De Punta del Este a Madryn: el espectáculo de ballenas francas es un signo de la recuperación de la especie
Hay un sentido trágico en la traducción al inglés de las ballenas francas. Las llaman right whale (ballena adecuada, en español) porque su docilidad, su lentitud y el hecho de que sus cadávere...
Hay un sentido trágico en la traducción al inglés de las ballenas francas. Las llaman right whale (ballena adecuada, en español) porque su docilidad, su lentitud y el hecho de que sus cadáveres floten las convirtieron históricamente en presas fáciles para los balleneros. En la década de 1920, la población mundial estimada de la especie, que anteriormente superaba las 70.000, se había reducido a unas 300.
La caza fue prohibida en 1935. Desde aquel año, han proliferado distintas iniciativas de protección, como la creación de la Comisión Ballenera Internacional, un organismo intergubernamental encargado de promover la conservación de todas las ballenas del mundo y que ha impulsado medidas para revertir la tendencia.
Actualmente, las poblaciones de la costa patagónica argentina muestran signos de recuperación. El año pasado, se contabilizaron casi 4700 ballenas cerca de Península de Valdés. El “golfo azul” de San Matías se ha convertido en un lugar clave para su reproducción y cría.
A medida que nos acercamos a octubre, son cada vez más las ballenas francas australes que aparecen en las costas argentinas y también en las uruguayas. En paralelo, las redes sociales se plagan de videos de lo más variados sobre estos mamíferos de hasta 17 metros de largo y que pesan dos veces más que la metálica estatua de Juana Azurduy en Plaza del Correo.
A pesar de que todavía estamos en temporada de reproducción y hay un importante volumen en los golfos patagónicos, son varias las ballenas que ya han empezado a viajar. Entre octubre y marzo, esta especie se desplazará en busca de alimento, mayoritariamente plancton, hacia el sur del continente.
En el mar patagónico, el ascenso de aguas profundas ricas en nutrientes alimenta masivos florecimientos de fitoplancton, visibles incluso desde el espacio. Estas explosiones de vida microscópica sostienen a invertebrados, peces, aves y mamíferos marinos.
Si bien no es certero el número de individuos que nadan actualmente por esta zona del Atlántico sur, existen iniciativas que no solo los cuentan sino que monitorean sus movimientos por miles de kilómetros. Siguiendo Ballenas, por ejemplo, muestra en tiempo real el movimiento de estos cetáceos y permite dar cuenta de que algunas, como la que lleva el nombre Bismuth, que hace solo diez días estaba cerca de la Península de Valdés, ya nadó hasta las Islas Georgias del Sur y Sandwich del Sur y hoy se encuentra cerca de Barra do Chuy, en la frontera entre Uruguay y Brasil. Otras fueron avistadas en Punta del Este y otras incluso en las Islas Malvinas.
Desde 2014, esta iniciativa científica monitorea ballenas. Esta temporada, sigue el recorrido de 30 que partieron del Golfo Nuevo, en la Península de Valdés. En los últimos 12 años, la organización ha estudiado la dinámica de un total de 116 ballenas francas australes.
Durante la temporada 2023-2024, el monitoreo satelital de Atenea permitió tener el primer registro de una ballena franca identificada en la Península Valdés cruzando del Océano Atlántico al Pacífico.

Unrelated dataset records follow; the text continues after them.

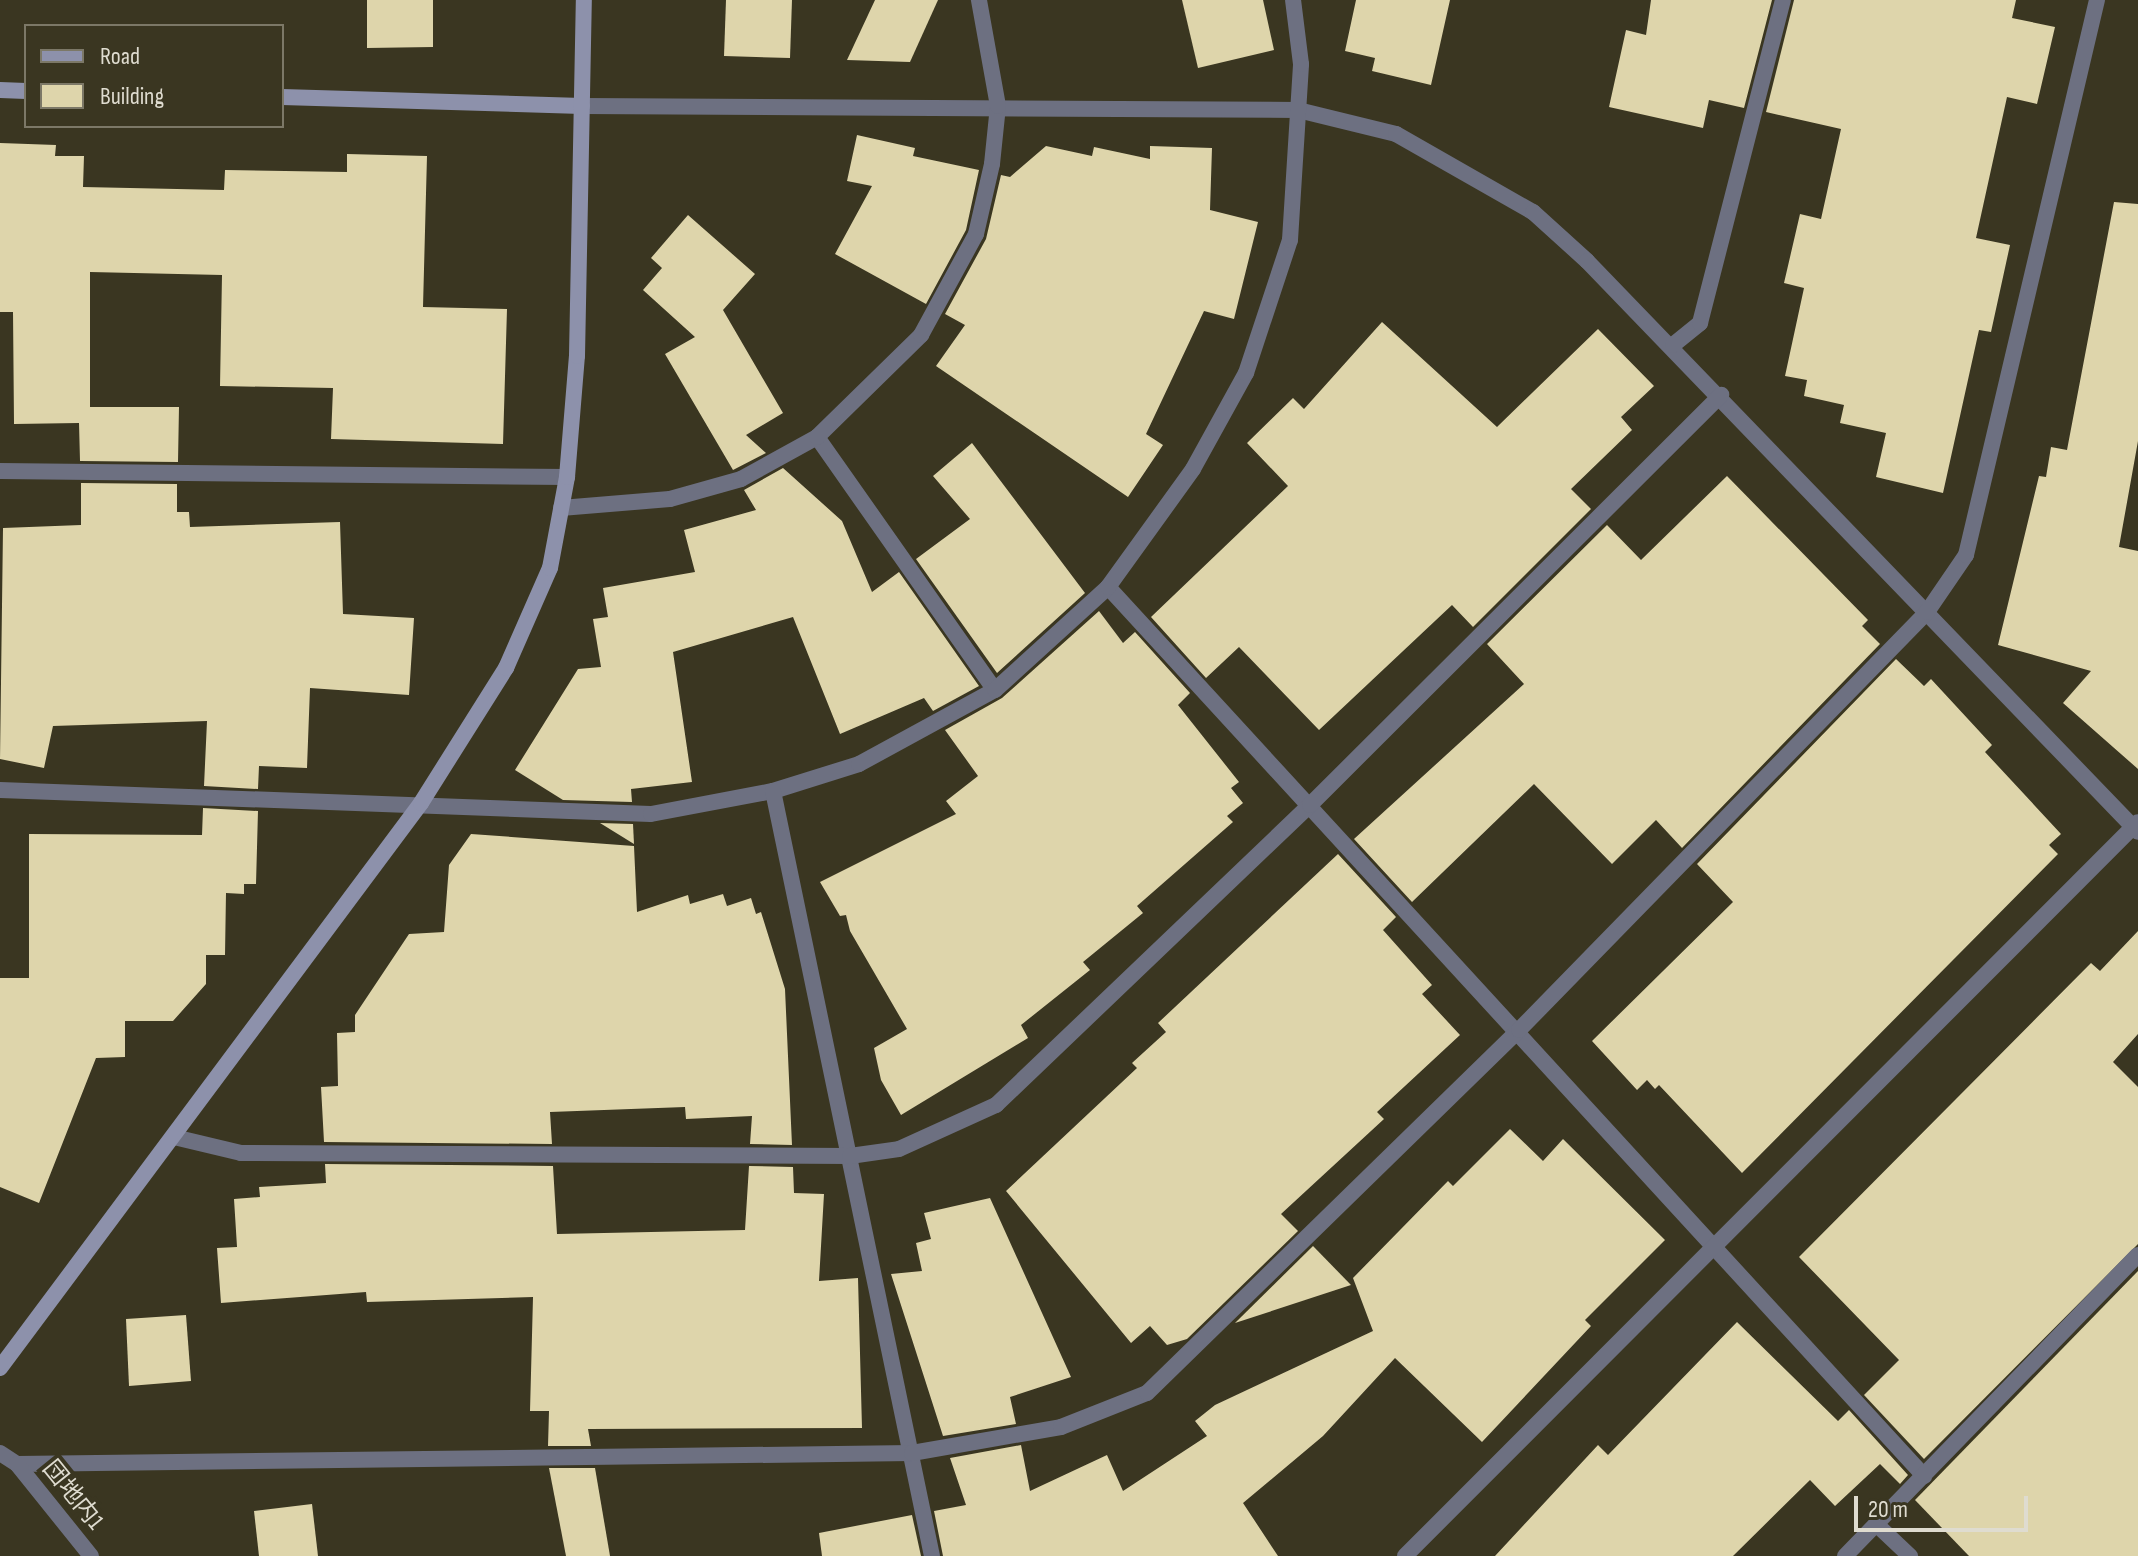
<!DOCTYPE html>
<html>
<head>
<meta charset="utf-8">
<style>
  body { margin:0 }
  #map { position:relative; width:2138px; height:1556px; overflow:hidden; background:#3a3621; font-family:"Sofia Sans Condensed","Noto Sans JP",sans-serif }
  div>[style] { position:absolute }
  .building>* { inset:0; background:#ded5ab }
  .street>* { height:16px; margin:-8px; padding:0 8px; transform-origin:8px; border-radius:8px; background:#6d7081 }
  .secondary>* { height:16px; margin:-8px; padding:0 8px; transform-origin:8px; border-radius:8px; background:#8d91ab }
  span { translate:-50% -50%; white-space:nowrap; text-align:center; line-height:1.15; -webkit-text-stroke:8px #3a3621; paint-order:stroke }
  .street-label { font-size:24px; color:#dfdcd0 }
  .legend { position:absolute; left:24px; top:24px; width:260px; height:104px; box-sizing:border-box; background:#3a3621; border:2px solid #7c7867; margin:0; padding:10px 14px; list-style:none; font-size:24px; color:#dfdcd0 }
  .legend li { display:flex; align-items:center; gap:16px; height:40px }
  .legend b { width:40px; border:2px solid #7c7867 }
  .scale { position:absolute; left:1854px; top:1496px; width:174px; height:36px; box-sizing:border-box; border:4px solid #dfdcd0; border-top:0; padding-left:10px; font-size:24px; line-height:28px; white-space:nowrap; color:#dfdcd0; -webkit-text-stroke:6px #3a3621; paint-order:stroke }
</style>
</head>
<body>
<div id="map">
  <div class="building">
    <i style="clip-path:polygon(367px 0,433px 0,433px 47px,367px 48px)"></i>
    <i style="clip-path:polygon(726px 0,792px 0,790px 58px,724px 56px)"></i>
    <i style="clip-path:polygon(875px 0,938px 0,910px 62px,847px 60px)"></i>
    <i style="clip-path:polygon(1182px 0,1263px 0,1274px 50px,1198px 68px)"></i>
    <i style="clip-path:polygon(1356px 0,1450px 0,1431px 85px,1372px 71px,1375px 58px,1345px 51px)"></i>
    <i style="clip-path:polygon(1651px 0,1772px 0,1744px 108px,1709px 100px,1703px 128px,1609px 107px,1626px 30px,1646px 35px)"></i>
    <i style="clip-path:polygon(1794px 0,2016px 0,2012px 18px,2055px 27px,2037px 104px,2007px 97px,1976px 238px,2010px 245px,1991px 332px,1979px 330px,1943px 493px,1876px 477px,1886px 433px,1840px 423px,1844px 405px,1804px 396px,1807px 380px,1785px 376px,1804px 288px,1784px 283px,1800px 214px,1821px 219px,1841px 129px,1766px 112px)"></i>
    <i style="clip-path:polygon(857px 135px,915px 148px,913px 156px,979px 170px,966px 230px,926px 304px,835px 254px,872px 186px,847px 181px)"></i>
    <i style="clip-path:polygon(0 143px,56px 145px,55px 156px,84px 156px,83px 187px,224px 190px,225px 170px,347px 172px,347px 154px,427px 156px,423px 307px,507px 309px,503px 444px,331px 439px,333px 388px,220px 386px,222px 275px,90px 272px,90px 407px,179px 407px,178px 462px,80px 461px,79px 423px,14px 424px,13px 312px,0 312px)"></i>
    <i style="clip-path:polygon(1046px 146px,1092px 156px,1094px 147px,1150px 159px,1150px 146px,1212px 148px,1210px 210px,1258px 222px,1234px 319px,1204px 311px,1146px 434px,1163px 445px,1128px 497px,936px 366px,965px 325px,945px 314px,986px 239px,1001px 175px,1010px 177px)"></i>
    <i style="clip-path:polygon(2114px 202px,2138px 204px,2138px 441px,2119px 547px,2138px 551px,2138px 769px,2063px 703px,2091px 671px,1998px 645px,2039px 476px,2046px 477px,2051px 447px,2067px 450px)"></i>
    <i style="clip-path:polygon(688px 215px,755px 274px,723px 310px,783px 413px,746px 435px,766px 453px,733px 470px,665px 354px,695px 337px,643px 290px,662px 268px,651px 258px)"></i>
    <i style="clip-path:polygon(1382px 322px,1497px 427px,1598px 329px,1654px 386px,1621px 417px,1632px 430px,1571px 489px,1591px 509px,1473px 627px,1452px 605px,1319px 730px,1239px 647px,1206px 678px,1151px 617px,1288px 486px,1247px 443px,1293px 398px,1304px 409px)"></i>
    <i style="clip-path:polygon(972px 443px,1085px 593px,997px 673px,916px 559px,970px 519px,933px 476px)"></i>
    <i style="clip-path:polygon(783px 468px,842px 521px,872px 592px,899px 572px,979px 686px,933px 711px,924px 698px,840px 734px,793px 617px,673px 652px,692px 782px,631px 789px,632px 802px,563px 800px,515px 770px,578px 669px,601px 667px,593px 619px,608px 617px,603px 588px,695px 572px,684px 530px,756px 510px,744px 490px)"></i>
    <i style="clip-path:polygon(1727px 476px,1868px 620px,1862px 626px,1880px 644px,1682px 848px,1656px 820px,1612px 864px,1534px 784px,1412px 902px,1354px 839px,1524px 684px,1487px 644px,1607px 525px,1641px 560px)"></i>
    <i style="clip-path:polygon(81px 483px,177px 484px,177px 512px,189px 512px,190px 527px,340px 522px,343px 614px,414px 618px,409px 695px,310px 688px,307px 768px,259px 766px,258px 789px,204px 786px,207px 721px,53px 726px,44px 768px,0 759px,3px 528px,81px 525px)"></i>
    <i style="clip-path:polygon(1099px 611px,1123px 643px,1135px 632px,1190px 693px,1178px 705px,1239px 782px,1231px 788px,1243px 803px,1227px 816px,1233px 822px,1137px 906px,1143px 913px,1083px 962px,1090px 970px,1021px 1025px,1028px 1038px,901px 1115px,881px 1080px,874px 1048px,907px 1029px,850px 931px,846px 915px,840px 916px,820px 882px,956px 814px,946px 801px,978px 776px,945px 730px,1002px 698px)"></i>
    <i style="clip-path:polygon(1896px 659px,1924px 686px,1931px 679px,1992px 745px,1985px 752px,2061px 834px,2049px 845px,2058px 854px,1742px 1173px,1659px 1085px,1655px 1089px,1647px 1080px,1637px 1090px,1592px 1041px,1733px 902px,1697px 864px)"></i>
    <i style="clip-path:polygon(203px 808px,258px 811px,256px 884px,244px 884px,244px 894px,226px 893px,225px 955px,206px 955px,206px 984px,173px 1021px,125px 1021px,125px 1057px,96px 1058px,39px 1203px,0 1187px,0 978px,29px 978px,29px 834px,202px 835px)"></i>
    <i style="clip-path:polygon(600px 823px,633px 824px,634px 844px)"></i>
    <i style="clip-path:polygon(471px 834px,634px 846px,637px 912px,688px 895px,690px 904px,723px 894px,727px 906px,751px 898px,756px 914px,761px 912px,785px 989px,792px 1145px,750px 1144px,752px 1116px,686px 1119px,685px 1107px,550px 1112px,552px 1144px,324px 1142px,321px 1087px,338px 1086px,337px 1033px,355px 1032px,355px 1015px,409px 934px,444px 932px,449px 865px)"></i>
    <i style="clip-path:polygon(1338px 854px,1396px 917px,1383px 930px,1432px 985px,1422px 994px,1460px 1035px,1377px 1112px,1384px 1119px,1281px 1214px,1298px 1231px,1187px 1339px,1167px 1345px,1150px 1326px,1131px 1343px,1006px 1191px,1137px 1068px,1132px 1063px,1166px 1032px,1158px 1023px)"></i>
    <i style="clip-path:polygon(2138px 931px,2138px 1034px,2113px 1062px,2138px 1087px,2138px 1244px,1924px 1459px,1864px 1395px,1899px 1360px,1799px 1257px,2091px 963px,2100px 971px)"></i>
    <i style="clip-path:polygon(1510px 1129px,1543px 1161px,1563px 1139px,1665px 1240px,1585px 1320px,1591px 1326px,1482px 1442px,1395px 1358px,1323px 1436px,1243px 1503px,1278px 1556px,943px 1556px,934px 1511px,966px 1505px,950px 1458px,1021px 1445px,1030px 1491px,1107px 1455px,1123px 1491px,1207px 1436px,1195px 1421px,1215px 1405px,1373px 1331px,1353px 1278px,1448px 1181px,1453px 1186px)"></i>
    <i style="clip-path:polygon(325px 1164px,553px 1166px,557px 1234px,745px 1230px,749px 1166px,793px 1167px,794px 1193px,824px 1194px,819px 1281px,858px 1278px,862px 1428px,588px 1429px,591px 1446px,548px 1446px,549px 1411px,530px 1411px,533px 1297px,367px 1302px,366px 1292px,221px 1303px,217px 1248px,237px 1247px,234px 1199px,260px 1197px,259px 1187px,326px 1183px)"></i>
    <i style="clip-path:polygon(990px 1198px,1071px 1377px,1010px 1397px,1016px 1424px,943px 1436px,891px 1274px,922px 1271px,916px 1243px,931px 1239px,924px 1213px)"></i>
    <i style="clip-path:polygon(1313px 1246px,1351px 1285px,1235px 1323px)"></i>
    <i style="clip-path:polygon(2138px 1271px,2138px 1556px,1969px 1556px,1915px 1500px)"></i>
    <i style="clip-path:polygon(186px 1315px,191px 1381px,129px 1386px,126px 1319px)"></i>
    <i style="clip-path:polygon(1737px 1322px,1838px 1421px,1849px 1410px,1908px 1475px,1900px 1484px,1880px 1464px,1835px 1506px,1810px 1480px,1733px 1556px,1495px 1556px,1598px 1445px,1608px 1455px)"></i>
    <i style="clip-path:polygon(549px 1468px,595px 1468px,610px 1556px,566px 1556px)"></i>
    <i style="clip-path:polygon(312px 1504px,318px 1556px,259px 1556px,254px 1511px)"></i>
    <i style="clip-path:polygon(912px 1515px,921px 1556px,822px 1556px,819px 1533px)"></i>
  </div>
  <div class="street">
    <i style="left:582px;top:106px;width:716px;rotate:0.32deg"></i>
    <i style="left:1298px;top:110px;width:101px;rotate:13.8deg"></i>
    <i style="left:1396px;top:134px;width:158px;rotate:29.7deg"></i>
    <i style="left:1533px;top:212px;width:73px;rotate:42.2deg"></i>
    <i style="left:1587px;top:261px;width:793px;rotate:46.02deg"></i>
    <i style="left:1673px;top:345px;width:35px;rotate:-39deg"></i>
    <i style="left:1700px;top:323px;width:333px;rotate:-75.6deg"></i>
    <i style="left:817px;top:437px;width:309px;rotate:54.9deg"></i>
    <i style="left:0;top:471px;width:567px;rotate:0.61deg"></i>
    <i style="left:561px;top:508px;width:109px;rotate:-4.7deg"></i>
    <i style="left:670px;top:499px;width:74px;rotate:-15.7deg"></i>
    <i style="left:741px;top:479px;width:87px;rotate:-28.9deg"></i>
    <i style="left:817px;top:437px;width:146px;rotate:-44.4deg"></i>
    <i style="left:921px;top:335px;width:115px;rotate:-61.4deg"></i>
    <i style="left:976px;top:234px;width:72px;rotate:-77.1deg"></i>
    <i style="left:992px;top:164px;width:58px;rotate:-84.1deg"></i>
    <i style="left:998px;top:106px;width:108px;rotate:-100.2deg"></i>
    <i style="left:1108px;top:587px;width:1207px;rotate:47.45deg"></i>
    <i style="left:0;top:790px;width:651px;rotate:2.11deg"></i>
    <i style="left:651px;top:814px;width:124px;rotate:-10.7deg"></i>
    <i style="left:773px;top:791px;width:90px;rotate:-17.4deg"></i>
    <i style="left:859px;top:764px;width:155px;rotate:-28.6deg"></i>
    <i style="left:995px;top:690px;width:153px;rotate:-42.3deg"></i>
    <i style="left:1108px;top:587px;width:145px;rotate:-54.2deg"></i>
    <i style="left:1193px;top:469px;width:110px;rotate:-61.1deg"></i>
    <i style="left:1246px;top:373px;width:140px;rotate:-71.7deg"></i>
    <i style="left:1290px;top:240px;width:176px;rotate:-86.4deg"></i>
    <i style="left:1301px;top:64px;width:64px;rotate:-97.1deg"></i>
    <i style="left:773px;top:791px;width:781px;rotate:78.26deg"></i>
    <i style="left:174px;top:1137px;width:69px;rotate:13.4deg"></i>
    <i style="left:241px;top:1153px;width:609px;rotate:0.28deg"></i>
    <i style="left:850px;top:1156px;width:49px;rotate:-8.1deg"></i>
    <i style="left:899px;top:1149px;width:107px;rotate:-24.4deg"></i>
    <i style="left:996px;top:1105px;width:434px;rotate:-43.7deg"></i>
    <i style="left:1310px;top:805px;width:581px;rotate:-44.93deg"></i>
    <i style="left:0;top:1453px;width:20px;rotate:33deg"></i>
    <i style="left:17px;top:1464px;width:895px;rotate:-0.7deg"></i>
    <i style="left:912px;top:1453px;width:151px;rotate:-9.9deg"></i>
    <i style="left:1061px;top:1427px;width:92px;rotate:-21.6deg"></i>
    <i style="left:1147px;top:1393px;width:520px;rotate:-44.3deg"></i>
    <i style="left:1519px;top:1030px;width:584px;rotate:-45.69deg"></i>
    <i style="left:1927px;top:612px;width:69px;rotate:-55.6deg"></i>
    <i style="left:1966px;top:555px;width:570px;rotate:-76.72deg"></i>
    <i style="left:17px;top:1464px;width:118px;rotate:51.2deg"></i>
    <i style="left:1876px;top:1524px;width:47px;rotate:43.3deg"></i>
    <i style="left:1405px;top:1556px;width:1037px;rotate:-45.04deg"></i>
    <i style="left:1845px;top:1556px;width:420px;rotate:-45.8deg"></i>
  </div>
  <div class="secondary">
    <i style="left:0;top:90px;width:26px;rotate:2deg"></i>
    <i style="left:282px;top:97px;width:300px;rotate:1.7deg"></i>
    <i style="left:0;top:1368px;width:705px;rotate:-53.31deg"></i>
    <i style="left:421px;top:803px;width:160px;rotate:-57.8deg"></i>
    <i style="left:506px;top:668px;width:109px;rotate:-66.3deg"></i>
    <i style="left:550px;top:568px;width:93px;rotate:-79.4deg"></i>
    <i style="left:567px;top:477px;width:121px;rotate:-85.3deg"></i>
    <i style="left:577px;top:356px;width:356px;rotate:-88.9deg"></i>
  </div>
  <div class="street-label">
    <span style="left:73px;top:1495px;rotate:51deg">団地内1</span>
  </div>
  <ul class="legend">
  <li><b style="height:10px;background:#8d91ab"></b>Road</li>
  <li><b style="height:22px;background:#ded5ab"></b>Building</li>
  </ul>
  <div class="scale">20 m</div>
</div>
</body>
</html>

Esto constituye el hallazgo de una ruta migratoria hasta entonces no identificada de esta población.
A su vez, el equipo de fotoidentificación del ICB pudo determinar que 4 de las 16 ballenas monitoreadas durante la octava temporada habían sido previamente identificadas. Este es el caso de Eos, identificada por primera vez en 1979, y que en 2023, cuando fue equipada con el dispositivo satelital, se encontraba con cría.
Este nuevo registro nos permitió saber que aún continúa en edad reproductiva, lo cual aporta información de gran valor sobre la biología de esta especie. Además, ella se trasladó hacia el Agujero Azul, el área productiva más importante del hemisferio sur, que cumple el rol de “supermercado” para muchas especies marinas.